Now, some history: Although the Audi Quattro was still in essence a Group 4 car, it carried Hannu Mikkola to the driver’s title in 1983. Lancia had designed a new car to Group B specifications, but the 037 still had rear wheel drive and was thus less consistent than the Audi over different surfaces (generally the Lancia had the upper hand on tarmac, with the Audi having an advantage on looser surfaces such as snow and gravel. thanks to its Quattro system). Nevertheless, the 037 performed well enough for Lancia to capture the manufacturers title with a rally to spare, which was generally considered more prestigious at the time. In fact, so low was Lancia’s regard for the Drivers Championship, they did not enter a single car into the season finale RAC Rally, despite the fact that driver Walter Röhrl was still in the hunt for the title. In 1984, Audi’s Stig Blomquist beat Lancia to the driver’s title, although the victory was bittersweet: Midway through the year Peugeot had joined the rallying scene with its Group B 205 16T. The T16 also had four wheel drive and was smaller and lighter than the Audi Quattro. At the wheel was the 1981 driver’s champion Ari Vatanen, with future Ferrari Formula One team manager and FIA President Jean Todt overseeing the operation. A crash prevented the T16 from winning its first rally, but it was clear that Audi’s supremacy was quickly drawing to a close.The low homologation requirements quickly attracted manufacturers to Group B. Opel replaced their production-derived Ascona with the Group B Manta 400, and Toyota built a new car based on their Celica. Like the Lancia 037, both cars were rear drive, but, while successful in national rallying in various countries, they were less so at World Championship level, although Toyota won the 1983 Ivory Coast Rally after hiring Swedish desert driving specialist Björn Waldegard.

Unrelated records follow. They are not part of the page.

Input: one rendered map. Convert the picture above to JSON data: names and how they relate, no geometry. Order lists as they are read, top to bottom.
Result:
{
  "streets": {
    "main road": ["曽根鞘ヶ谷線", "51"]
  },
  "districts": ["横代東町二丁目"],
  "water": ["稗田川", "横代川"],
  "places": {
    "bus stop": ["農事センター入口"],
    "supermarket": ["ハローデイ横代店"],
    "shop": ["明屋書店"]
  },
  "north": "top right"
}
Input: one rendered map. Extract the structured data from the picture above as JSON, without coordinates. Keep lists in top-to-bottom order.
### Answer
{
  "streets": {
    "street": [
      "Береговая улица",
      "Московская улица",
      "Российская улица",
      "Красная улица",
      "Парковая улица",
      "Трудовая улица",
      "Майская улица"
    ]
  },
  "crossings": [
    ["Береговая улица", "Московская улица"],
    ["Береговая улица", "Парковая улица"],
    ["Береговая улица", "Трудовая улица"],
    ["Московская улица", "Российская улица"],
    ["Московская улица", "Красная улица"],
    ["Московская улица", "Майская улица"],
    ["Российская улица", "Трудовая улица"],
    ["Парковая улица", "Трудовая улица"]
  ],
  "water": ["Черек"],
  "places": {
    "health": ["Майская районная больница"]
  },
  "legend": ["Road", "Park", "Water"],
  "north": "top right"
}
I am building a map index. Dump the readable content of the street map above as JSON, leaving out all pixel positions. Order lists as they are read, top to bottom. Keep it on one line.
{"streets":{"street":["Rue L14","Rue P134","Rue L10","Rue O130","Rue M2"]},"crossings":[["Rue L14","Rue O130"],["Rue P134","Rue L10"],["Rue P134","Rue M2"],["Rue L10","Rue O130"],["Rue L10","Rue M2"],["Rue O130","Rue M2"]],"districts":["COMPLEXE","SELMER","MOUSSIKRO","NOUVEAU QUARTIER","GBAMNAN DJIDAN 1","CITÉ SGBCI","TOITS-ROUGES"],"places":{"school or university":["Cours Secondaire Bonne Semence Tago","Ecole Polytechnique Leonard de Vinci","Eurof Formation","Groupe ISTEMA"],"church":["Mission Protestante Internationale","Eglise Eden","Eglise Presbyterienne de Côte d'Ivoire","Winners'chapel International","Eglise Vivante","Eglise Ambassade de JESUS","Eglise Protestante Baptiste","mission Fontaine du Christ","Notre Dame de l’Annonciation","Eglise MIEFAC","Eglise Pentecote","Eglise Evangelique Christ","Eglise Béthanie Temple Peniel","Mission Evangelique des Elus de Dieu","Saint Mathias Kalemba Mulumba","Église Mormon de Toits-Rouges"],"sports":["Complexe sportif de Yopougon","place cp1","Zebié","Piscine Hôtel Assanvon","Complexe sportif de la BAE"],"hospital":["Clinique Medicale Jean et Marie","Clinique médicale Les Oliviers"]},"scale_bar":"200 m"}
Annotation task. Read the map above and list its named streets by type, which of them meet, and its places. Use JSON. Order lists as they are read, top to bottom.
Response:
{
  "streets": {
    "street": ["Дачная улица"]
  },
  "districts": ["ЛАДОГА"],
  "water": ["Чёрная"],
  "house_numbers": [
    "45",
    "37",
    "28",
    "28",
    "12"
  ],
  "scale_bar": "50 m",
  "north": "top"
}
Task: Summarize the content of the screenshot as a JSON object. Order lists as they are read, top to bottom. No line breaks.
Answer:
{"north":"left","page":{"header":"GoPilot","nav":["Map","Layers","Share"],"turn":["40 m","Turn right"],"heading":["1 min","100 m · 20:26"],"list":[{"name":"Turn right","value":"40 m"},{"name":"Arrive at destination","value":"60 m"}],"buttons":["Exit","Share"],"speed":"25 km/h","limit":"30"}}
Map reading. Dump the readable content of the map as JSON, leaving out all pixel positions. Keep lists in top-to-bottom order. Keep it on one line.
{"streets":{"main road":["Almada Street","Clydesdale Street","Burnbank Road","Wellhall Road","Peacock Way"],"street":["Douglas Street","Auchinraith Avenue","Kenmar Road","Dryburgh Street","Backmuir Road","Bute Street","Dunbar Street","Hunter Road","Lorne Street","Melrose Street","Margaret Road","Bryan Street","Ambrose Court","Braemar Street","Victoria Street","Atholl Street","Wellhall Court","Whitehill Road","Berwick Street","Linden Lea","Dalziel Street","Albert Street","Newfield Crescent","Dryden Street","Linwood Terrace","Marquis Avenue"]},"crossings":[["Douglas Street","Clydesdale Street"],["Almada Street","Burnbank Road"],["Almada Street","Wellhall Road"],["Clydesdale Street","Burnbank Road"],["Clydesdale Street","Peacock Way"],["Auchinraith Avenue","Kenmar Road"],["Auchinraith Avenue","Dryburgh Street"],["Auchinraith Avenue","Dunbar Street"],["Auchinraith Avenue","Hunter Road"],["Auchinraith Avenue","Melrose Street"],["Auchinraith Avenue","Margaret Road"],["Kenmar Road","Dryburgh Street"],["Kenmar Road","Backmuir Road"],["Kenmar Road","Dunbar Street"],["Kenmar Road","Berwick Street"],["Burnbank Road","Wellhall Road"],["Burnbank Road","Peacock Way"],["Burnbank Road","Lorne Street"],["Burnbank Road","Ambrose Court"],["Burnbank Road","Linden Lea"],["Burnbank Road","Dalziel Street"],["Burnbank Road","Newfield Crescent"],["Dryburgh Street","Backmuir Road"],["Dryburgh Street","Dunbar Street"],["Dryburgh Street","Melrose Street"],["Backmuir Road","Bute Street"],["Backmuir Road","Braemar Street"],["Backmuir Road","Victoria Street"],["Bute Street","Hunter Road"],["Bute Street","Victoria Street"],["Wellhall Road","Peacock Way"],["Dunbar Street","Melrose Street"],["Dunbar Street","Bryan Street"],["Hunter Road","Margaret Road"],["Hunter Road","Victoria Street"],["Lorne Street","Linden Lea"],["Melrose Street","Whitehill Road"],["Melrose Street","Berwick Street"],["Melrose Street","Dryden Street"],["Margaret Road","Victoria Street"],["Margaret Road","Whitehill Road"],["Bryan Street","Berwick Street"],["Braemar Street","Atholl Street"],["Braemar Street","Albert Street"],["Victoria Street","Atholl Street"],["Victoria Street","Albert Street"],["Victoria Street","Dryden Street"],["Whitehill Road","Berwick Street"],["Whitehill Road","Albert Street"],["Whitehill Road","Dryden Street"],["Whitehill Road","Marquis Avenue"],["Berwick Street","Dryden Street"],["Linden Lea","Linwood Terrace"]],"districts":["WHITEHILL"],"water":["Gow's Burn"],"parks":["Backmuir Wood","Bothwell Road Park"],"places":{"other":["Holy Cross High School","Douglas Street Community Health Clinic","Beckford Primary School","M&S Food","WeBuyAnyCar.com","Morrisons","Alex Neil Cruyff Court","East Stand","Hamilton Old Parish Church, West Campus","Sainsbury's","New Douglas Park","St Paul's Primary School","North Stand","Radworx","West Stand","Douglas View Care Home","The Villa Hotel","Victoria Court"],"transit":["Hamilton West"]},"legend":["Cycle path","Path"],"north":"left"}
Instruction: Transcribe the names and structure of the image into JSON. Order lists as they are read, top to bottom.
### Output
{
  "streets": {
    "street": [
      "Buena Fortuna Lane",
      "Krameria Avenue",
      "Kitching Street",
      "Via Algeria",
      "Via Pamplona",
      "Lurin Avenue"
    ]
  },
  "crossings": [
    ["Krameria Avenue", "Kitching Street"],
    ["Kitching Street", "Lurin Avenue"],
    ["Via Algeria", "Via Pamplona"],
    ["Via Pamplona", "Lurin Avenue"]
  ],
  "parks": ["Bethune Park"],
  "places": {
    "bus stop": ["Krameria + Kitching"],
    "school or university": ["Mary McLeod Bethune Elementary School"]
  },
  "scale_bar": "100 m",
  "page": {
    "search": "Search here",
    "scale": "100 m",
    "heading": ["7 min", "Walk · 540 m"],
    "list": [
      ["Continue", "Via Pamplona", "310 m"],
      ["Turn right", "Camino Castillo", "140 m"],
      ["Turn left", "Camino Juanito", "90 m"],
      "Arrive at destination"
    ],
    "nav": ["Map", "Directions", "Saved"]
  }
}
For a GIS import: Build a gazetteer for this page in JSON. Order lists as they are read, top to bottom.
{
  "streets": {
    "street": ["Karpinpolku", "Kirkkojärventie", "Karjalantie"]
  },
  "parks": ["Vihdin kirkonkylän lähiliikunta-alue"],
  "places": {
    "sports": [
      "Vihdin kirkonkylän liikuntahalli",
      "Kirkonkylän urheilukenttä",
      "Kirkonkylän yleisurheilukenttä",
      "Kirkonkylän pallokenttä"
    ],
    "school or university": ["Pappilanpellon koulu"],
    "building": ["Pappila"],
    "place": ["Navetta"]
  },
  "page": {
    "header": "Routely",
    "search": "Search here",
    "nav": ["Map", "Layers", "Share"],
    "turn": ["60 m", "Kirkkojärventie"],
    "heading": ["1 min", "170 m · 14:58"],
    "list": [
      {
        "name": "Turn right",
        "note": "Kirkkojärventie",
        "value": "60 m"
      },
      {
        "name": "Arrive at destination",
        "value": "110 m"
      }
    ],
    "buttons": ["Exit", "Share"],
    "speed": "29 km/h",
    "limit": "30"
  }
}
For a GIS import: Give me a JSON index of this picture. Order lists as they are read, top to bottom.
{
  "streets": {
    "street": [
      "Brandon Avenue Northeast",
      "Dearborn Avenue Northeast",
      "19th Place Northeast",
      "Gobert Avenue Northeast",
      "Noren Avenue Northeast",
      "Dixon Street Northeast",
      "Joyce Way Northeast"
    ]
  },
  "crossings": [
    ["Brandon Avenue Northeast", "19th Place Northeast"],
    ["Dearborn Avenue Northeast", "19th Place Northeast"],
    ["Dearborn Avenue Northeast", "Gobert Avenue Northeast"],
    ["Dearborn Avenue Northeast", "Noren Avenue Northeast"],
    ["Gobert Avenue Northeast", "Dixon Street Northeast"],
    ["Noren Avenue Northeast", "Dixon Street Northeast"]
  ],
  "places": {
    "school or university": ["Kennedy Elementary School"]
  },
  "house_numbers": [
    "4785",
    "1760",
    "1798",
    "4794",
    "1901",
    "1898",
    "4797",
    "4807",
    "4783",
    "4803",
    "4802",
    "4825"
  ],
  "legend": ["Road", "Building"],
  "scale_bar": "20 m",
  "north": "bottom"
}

Vatanen’s crash was a sign that Group B cars had already become dangerously quick, despite his record of crashing out while leading. Nevertheless, a number of new Group B cars entered the rallying world in 1985: Despite massive revisions to the Quattro, including a shorter wheelbase, Peugeot dominated the 1985 season, although the championship was not entirely without mishap: Vatanen plunged off the road in Argentina and was gravely injured when his seat mountings broke in the ensuing crash.
- Late in the year, Lancia replaced their outclassed 037 with the Delta S4 , which featured both a turbocharger and a supercharger for optimum power output.
- Ford returned after several years away with the RS200
- Citroen developed and entered the BX 4TC, which ultimately was too heavy and cumbersome to be successful.
- Rover created the distinctive Metro 6R4, which featured boxy bodywork and a large spoiler mounted on the front of the car.
The stage was set for 1986 to be a very exciting season. Defending champion Timo Salonen had the new Evolution 2 version of Peugeot’s T16 with ex Toyota driver, Juha Kankkunen. Audi’s new Sport Quattro S1 boasted over 600 hp (450 kW) and a huge snowplow-like front end. Lancia’s Delta S4 would be in the hands of the Finnish prodigy Henri Toivonen and Markku Alen, and Ford was ready with its high tech RS200, piloted by Stig Blomquist and Kalle Grundel.
On the “Lagoa Azul” stage of the Portuguese Rally near Sintra, however, everything began to to tragically wrong for Group B. Portuguese national champion Joachim Santos crested a rise, turning to his right to avoid a small group of spectators. This caused him to lose control of his RS200. The car veered to the right and slid off the road into the spectators. Thirty-one people were injured and three were killed. All the top teams immediately pulled out of the rally and Group B was placed in jeopardy.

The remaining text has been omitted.